## EXERCISE BRIEF
Going line by line through the listing, how many lines hold "note"? State nothing but the number.

+ + + + + + +

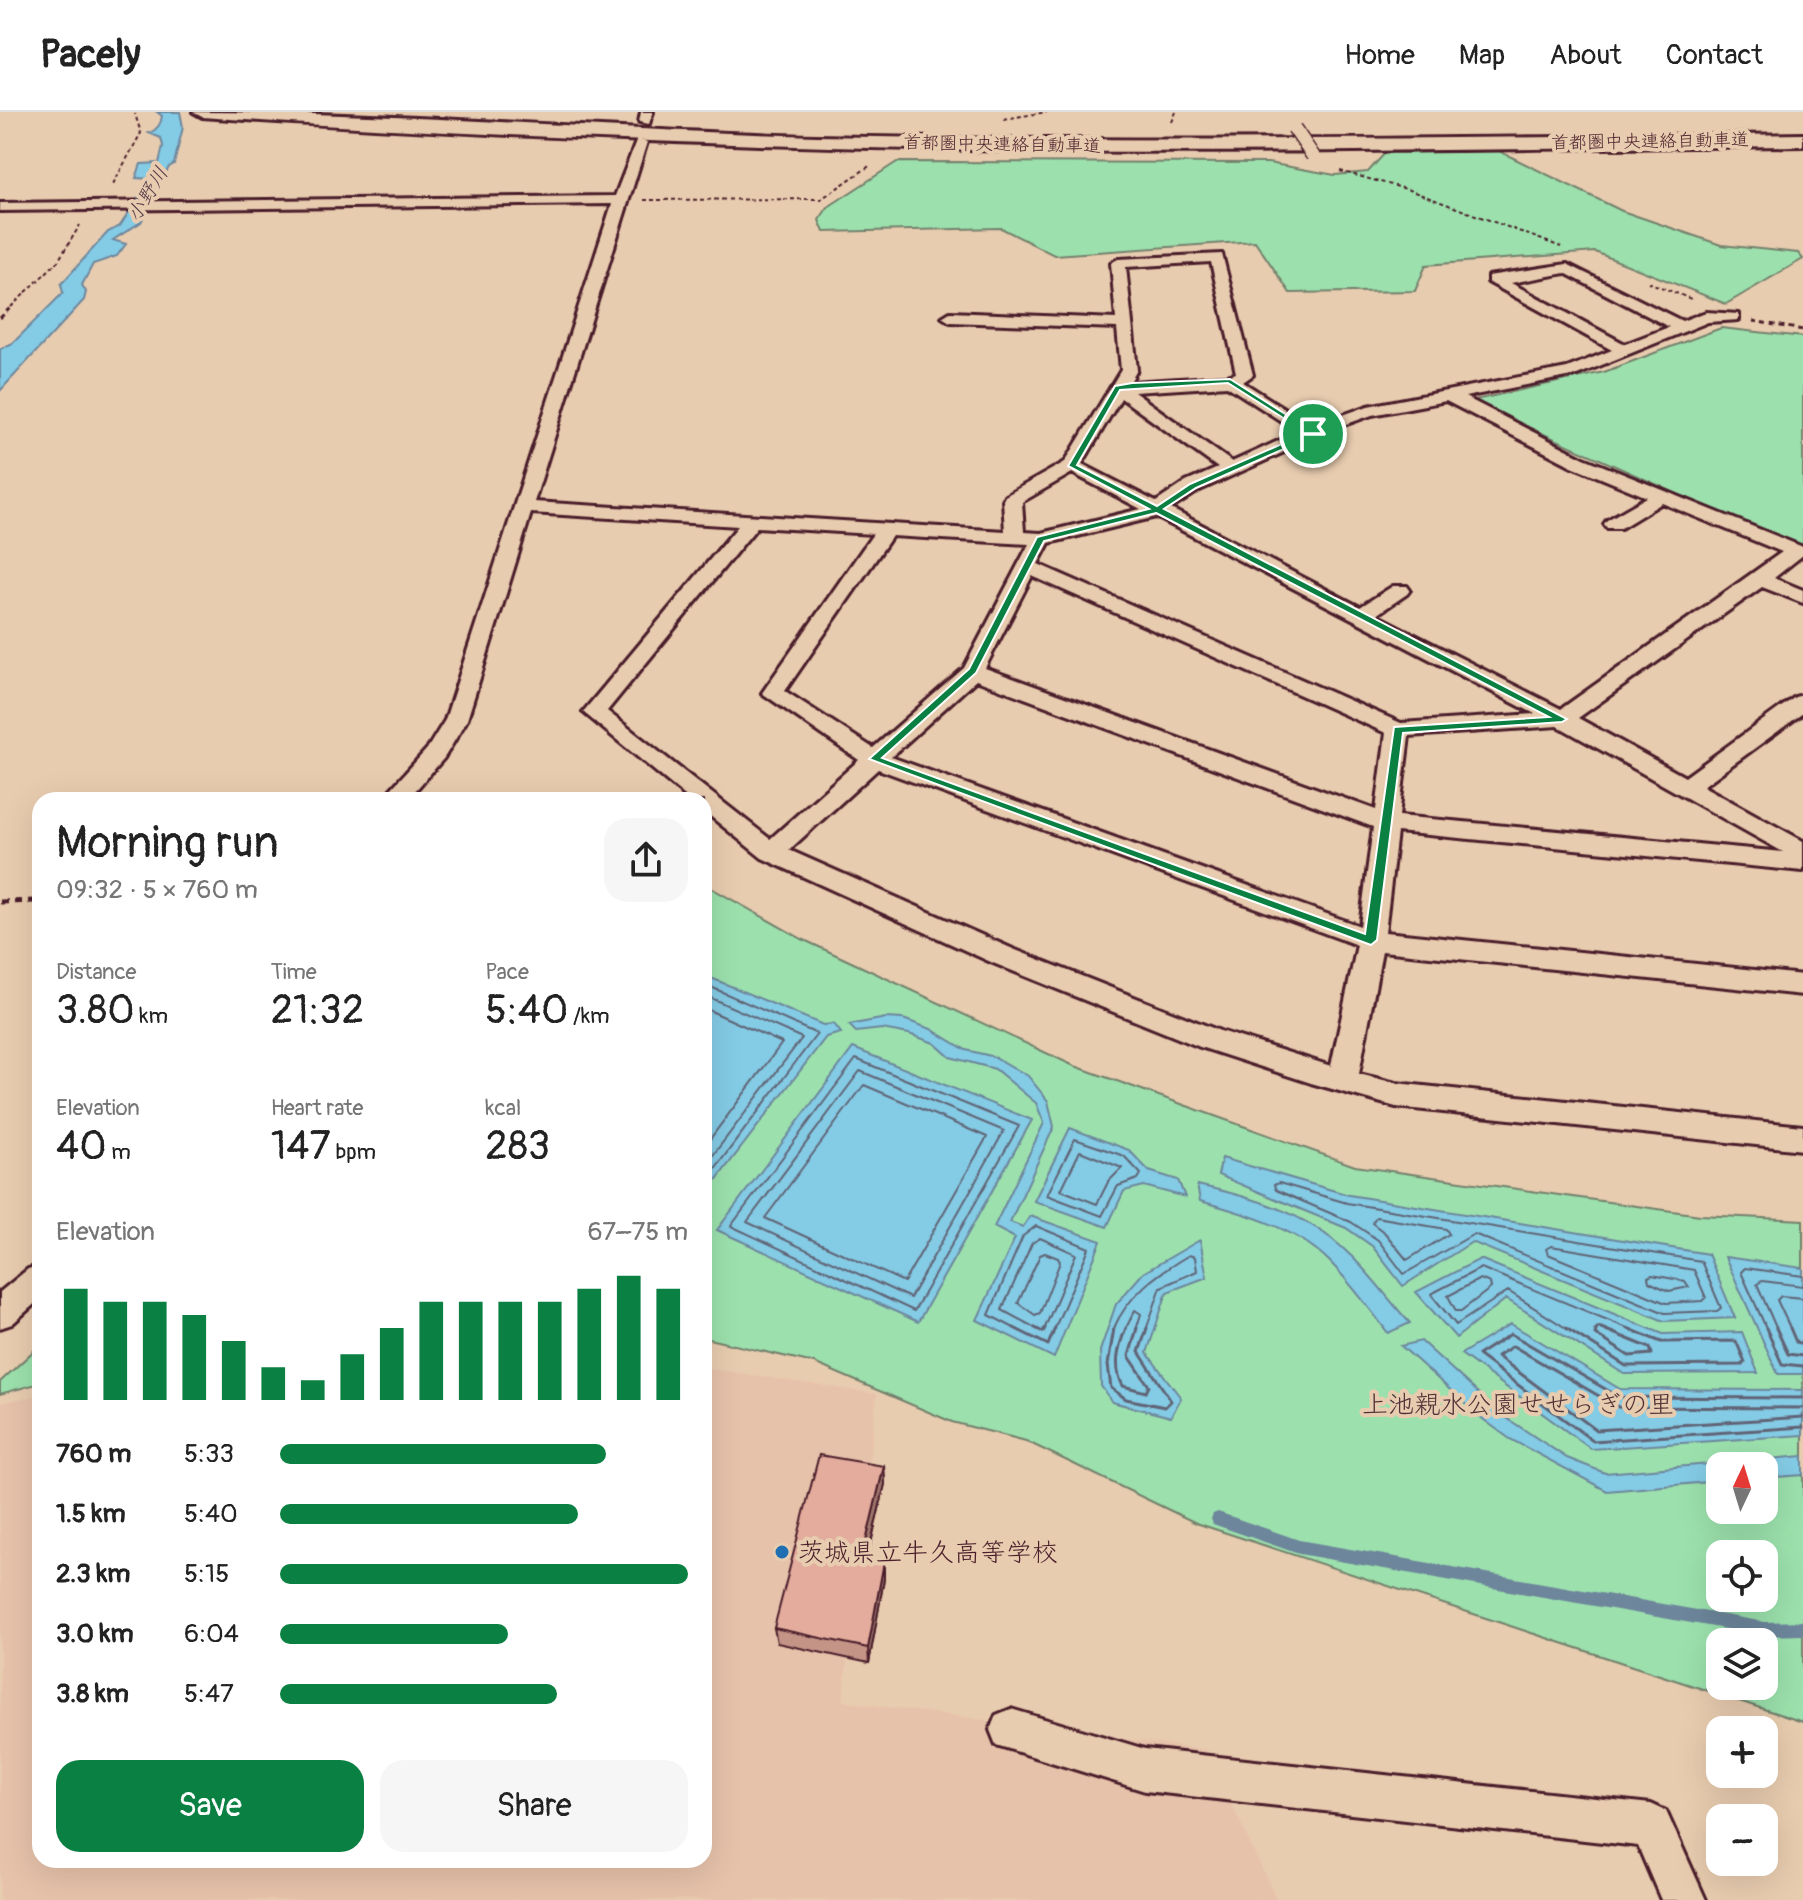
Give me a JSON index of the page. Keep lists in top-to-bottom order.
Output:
{
  "streets": {
    "highway": ["首都圏中央連絡自動車道"]
  },
  "water": ["小野川"],
  "parks": ["上池親水公園せせらぎの里"],
  "places": ["茨城県立牛久高等学校"],
  "north": "top",
  "page": {
    "header": "Pacely",
    "nav": [
      "Home",
      "Map",
      "About",
      "Contact"
    ],
    "heading": ["Morning run", "09:32 · 5 × 760 m"],
    "stats": [
      ["Distance", "3.80 km"],
      ["Time", "21:32"],
      ["Pace", "5:40 /km"],
      ["Elevation", "40 m"],
      ["Heart rate", "147 bpm"],
      ["kcal", "283"]
    ],
    "chart": ["Elevation", "67–75 m"],
    "list": [
      {
        "name": "760 m",
        "note": "5:33"
      },
      {
        "name": "1.5 km",
        "note": "5:40"
      },
      {
        "name": "2.3 km",
        "note": "5:15"
      },
      {
        "name": "3.0 km",
        "note": "6:04"
      },
      {
        "name": "3.8 km",
        "note": "5:47"
      }
    ],
    "map_buttons": ["+", "−"],
    "buttons": ["Save", "Share"]
  }
}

+ + + + + + +

## RESULT OF THE TASK
5